At the shoulder of this island was Fort Moultrie, an irregular fort without ditch or counterscarp, with a brick scarp wall about twelve feet high, which could be scaled anywhere, and this was surmounted by an earth parapet capable of mounting about forty twenty-four and thirty-two pounder smoothbore iron guns Inside the fort were three two-story brick barracks, sufficient to quarter the officers and men of two companies of artillery.

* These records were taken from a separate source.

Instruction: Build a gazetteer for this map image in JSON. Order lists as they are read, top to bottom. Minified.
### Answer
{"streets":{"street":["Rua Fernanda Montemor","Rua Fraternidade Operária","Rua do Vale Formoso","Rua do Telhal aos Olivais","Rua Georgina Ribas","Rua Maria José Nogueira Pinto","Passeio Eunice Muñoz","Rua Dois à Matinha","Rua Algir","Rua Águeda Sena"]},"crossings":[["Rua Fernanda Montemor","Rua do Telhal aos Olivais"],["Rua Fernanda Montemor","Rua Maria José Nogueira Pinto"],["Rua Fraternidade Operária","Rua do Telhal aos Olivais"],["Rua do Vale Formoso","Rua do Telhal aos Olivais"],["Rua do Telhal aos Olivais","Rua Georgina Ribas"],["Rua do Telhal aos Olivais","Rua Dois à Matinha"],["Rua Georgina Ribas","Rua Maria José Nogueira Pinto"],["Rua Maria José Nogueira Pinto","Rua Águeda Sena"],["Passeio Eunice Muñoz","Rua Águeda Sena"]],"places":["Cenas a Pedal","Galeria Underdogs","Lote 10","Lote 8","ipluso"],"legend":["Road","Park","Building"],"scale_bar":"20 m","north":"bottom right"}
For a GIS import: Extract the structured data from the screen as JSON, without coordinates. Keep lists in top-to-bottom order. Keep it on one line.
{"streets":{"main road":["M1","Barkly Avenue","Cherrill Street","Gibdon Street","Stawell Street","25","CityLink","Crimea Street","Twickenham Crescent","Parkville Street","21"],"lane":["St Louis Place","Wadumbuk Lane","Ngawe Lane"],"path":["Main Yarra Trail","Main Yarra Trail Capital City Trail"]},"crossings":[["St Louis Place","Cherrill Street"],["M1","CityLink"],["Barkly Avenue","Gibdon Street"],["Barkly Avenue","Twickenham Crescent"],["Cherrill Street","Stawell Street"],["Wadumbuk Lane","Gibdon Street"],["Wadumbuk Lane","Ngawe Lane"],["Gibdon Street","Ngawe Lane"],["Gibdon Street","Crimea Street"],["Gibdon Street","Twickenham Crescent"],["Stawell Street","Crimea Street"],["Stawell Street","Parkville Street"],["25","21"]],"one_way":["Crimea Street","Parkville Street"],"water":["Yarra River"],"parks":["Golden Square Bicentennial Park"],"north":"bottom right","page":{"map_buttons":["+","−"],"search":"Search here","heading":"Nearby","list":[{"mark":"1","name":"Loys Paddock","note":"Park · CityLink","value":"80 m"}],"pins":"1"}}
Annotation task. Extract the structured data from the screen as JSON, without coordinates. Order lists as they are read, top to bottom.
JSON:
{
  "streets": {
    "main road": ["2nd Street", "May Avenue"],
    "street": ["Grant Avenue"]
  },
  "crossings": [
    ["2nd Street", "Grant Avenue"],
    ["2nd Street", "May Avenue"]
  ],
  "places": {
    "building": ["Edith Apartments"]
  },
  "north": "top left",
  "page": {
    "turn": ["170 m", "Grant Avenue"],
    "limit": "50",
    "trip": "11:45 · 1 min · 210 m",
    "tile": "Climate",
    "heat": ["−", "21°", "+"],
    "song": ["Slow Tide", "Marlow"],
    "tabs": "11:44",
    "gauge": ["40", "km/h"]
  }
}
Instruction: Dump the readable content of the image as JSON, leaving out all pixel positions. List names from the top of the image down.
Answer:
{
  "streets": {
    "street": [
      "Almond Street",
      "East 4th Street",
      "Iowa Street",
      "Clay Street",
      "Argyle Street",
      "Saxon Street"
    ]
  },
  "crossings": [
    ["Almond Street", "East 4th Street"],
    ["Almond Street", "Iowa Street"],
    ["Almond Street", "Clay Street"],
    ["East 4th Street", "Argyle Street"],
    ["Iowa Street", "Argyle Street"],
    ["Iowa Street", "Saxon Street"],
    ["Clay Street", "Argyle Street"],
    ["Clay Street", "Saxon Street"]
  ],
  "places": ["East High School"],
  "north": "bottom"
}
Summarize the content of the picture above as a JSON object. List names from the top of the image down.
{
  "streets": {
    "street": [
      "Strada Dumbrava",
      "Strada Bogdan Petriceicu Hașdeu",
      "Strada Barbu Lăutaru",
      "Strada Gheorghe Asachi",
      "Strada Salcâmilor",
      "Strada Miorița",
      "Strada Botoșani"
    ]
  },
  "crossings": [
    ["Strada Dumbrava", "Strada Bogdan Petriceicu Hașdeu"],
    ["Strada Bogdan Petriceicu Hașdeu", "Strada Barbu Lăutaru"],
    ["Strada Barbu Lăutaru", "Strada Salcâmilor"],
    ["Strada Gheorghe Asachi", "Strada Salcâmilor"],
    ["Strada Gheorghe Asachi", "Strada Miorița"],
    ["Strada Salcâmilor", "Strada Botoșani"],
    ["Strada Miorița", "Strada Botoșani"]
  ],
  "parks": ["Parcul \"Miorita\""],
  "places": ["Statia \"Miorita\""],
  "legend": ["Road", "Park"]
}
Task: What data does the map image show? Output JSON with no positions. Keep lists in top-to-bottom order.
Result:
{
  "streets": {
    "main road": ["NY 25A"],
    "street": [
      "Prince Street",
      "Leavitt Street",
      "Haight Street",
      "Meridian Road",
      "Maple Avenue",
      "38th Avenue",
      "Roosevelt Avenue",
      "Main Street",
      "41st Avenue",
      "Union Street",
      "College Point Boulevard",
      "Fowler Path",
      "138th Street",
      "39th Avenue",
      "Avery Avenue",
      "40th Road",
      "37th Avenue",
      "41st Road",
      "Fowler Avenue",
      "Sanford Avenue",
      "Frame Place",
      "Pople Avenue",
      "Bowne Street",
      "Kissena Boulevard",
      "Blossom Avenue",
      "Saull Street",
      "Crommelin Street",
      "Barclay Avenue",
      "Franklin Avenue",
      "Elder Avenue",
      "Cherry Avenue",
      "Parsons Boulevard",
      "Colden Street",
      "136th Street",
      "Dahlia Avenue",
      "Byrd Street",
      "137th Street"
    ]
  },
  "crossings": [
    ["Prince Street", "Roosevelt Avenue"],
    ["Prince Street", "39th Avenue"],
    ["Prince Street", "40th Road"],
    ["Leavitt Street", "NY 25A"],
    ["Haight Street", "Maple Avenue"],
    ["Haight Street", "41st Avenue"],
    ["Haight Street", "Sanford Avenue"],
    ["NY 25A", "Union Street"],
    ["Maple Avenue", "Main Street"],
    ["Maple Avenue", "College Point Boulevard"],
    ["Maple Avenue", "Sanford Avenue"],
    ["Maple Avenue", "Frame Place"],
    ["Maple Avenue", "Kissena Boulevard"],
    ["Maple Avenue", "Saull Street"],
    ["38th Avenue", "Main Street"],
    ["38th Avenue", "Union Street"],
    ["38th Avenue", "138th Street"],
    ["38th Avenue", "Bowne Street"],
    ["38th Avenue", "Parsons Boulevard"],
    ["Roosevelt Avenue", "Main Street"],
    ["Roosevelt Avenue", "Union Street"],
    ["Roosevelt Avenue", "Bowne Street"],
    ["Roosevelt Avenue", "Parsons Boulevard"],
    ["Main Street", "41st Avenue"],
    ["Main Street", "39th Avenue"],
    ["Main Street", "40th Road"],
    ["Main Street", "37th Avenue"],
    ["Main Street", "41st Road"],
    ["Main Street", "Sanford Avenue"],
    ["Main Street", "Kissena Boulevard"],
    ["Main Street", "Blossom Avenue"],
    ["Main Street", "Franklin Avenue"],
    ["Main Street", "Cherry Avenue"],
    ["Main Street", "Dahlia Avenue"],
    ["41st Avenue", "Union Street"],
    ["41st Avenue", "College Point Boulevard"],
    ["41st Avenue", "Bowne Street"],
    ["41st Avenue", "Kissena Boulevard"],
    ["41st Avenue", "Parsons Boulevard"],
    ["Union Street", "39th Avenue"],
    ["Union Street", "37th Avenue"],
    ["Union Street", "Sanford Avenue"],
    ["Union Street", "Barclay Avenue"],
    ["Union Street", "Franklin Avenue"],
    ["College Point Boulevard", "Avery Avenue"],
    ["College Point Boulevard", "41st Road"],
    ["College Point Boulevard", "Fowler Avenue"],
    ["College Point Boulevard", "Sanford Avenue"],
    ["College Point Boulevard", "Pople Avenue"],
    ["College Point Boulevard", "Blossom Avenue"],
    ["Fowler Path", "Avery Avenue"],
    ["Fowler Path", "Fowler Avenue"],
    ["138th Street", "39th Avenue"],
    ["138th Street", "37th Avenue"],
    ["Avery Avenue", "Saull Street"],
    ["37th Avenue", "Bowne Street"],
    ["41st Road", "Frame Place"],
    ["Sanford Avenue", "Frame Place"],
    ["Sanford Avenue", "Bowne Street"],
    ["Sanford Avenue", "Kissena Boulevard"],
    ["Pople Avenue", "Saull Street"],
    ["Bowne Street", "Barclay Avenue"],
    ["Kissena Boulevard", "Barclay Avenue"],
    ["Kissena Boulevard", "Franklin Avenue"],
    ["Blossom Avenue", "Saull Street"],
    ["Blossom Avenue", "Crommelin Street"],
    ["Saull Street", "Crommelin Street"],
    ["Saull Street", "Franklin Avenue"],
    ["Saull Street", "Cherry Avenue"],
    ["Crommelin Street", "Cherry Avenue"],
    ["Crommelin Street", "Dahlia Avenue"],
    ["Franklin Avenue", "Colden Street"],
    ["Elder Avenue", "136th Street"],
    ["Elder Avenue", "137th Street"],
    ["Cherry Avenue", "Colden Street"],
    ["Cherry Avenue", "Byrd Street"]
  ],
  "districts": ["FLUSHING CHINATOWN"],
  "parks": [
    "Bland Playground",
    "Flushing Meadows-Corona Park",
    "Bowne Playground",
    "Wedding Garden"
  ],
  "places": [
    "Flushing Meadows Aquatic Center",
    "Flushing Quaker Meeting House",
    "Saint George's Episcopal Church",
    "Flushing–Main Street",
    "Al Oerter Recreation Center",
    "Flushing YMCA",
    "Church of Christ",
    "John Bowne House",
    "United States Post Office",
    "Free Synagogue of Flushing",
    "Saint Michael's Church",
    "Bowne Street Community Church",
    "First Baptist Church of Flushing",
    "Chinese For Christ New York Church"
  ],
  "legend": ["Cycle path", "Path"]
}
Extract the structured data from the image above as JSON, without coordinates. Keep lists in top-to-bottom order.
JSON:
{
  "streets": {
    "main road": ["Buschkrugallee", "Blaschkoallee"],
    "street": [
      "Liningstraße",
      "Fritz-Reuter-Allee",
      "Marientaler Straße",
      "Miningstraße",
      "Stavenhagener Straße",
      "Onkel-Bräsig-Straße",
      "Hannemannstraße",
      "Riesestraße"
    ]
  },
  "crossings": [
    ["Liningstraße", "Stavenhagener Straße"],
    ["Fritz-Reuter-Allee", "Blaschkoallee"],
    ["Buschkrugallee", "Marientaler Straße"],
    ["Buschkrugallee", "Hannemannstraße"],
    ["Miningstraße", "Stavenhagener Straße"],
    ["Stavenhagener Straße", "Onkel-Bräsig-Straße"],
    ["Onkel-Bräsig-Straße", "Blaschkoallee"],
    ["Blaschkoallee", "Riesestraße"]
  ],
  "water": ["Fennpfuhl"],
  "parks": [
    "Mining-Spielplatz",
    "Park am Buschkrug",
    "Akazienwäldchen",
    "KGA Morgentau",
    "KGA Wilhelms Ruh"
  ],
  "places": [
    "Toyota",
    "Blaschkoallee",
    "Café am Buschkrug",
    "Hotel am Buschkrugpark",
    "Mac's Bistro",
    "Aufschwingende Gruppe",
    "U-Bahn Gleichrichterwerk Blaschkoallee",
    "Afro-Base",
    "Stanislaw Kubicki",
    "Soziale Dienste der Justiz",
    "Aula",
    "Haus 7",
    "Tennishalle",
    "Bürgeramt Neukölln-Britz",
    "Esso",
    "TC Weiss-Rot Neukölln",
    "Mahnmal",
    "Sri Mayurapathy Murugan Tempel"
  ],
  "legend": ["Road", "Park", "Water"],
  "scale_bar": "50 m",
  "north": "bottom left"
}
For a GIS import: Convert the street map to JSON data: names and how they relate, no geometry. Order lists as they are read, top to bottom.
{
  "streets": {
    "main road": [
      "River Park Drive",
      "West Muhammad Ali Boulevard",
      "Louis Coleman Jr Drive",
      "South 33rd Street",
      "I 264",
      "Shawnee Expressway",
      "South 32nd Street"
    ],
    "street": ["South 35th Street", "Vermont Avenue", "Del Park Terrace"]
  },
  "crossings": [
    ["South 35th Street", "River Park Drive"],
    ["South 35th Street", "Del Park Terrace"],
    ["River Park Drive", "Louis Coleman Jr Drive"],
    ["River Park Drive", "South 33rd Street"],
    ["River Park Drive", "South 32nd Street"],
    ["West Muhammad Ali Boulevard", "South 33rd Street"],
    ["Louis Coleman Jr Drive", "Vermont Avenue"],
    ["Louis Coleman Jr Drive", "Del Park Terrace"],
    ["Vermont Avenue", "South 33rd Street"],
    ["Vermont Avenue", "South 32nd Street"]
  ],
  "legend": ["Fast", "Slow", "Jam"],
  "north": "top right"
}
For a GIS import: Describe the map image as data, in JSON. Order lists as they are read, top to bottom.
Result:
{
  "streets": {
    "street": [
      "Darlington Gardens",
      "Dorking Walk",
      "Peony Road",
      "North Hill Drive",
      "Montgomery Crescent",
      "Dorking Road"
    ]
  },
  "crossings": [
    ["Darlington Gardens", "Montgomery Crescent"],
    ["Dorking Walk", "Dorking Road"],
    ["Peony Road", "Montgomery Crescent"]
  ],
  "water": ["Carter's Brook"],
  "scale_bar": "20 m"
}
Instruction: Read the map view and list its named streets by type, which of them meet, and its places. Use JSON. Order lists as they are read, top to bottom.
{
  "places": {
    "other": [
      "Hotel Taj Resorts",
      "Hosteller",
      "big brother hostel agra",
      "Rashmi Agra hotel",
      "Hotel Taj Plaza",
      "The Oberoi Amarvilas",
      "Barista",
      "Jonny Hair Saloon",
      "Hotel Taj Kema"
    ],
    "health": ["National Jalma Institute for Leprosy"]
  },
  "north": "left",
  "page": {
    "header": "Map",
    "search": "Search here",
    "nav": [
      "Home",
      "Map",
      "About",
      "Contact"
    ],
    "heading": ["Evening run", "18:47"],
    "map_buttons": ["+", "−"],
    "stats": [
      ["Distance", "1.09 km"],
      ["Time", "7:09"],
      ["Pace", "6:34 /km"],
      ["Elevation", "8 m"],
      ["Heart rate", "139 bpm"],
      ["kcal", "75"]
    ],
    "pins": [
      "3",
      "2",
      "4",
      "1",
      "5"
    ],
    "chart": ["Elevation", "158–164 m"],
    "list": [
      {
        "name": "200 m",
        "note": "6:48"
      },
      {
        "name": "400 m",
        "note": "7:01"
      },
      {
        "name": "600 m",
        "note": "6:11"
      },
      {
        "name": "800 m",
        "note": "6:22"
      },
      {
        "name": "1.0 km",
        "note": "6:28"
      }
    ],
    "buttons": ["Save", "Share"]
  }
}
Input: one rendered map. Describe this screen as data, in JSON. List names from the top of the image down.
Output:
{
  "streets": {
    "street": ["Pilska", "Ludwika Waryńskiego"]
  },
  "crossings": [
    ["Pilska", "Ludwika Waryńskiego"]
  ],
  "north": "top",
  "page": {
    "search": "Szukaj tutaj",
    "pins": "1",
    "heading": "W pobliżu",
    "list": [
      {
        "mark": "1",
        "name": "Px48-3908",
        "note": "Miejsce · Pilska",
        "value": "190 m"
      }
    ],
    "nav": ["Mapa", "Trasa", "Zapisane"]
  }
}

At sea was the usual “bar,” changing slightly from year to year, but generally the main ship-channel came from the south, parallel to Morris Island till it was well up to Fort Moultrie, where it curved, passing close to Fort Sumter and up to the wharves of the city, which were built mostly along the Cooper River front.”

In a Letter from MG Sherman to Gen. Henry Halleck, Chief of Staff, US Army, December 24, 1864, he indicated:

.”. communicating with the fleet in the neighborhood of Georgetown, I would turn upon Wilmington or Charleston accordingly to the importance of either. I rather prefer Wilmington, as a live place, over Charleston, which is dead and unimportant when its railroad communications are broken.”

After the war, Sherman visited the Charleston and was stricken by the sight of his former home: “Anyone who is not satisfied with war should go and see Charleston,” the general later wrote, “and he will pray louder and deeper than ever that the country may in the long future be spared any more war.”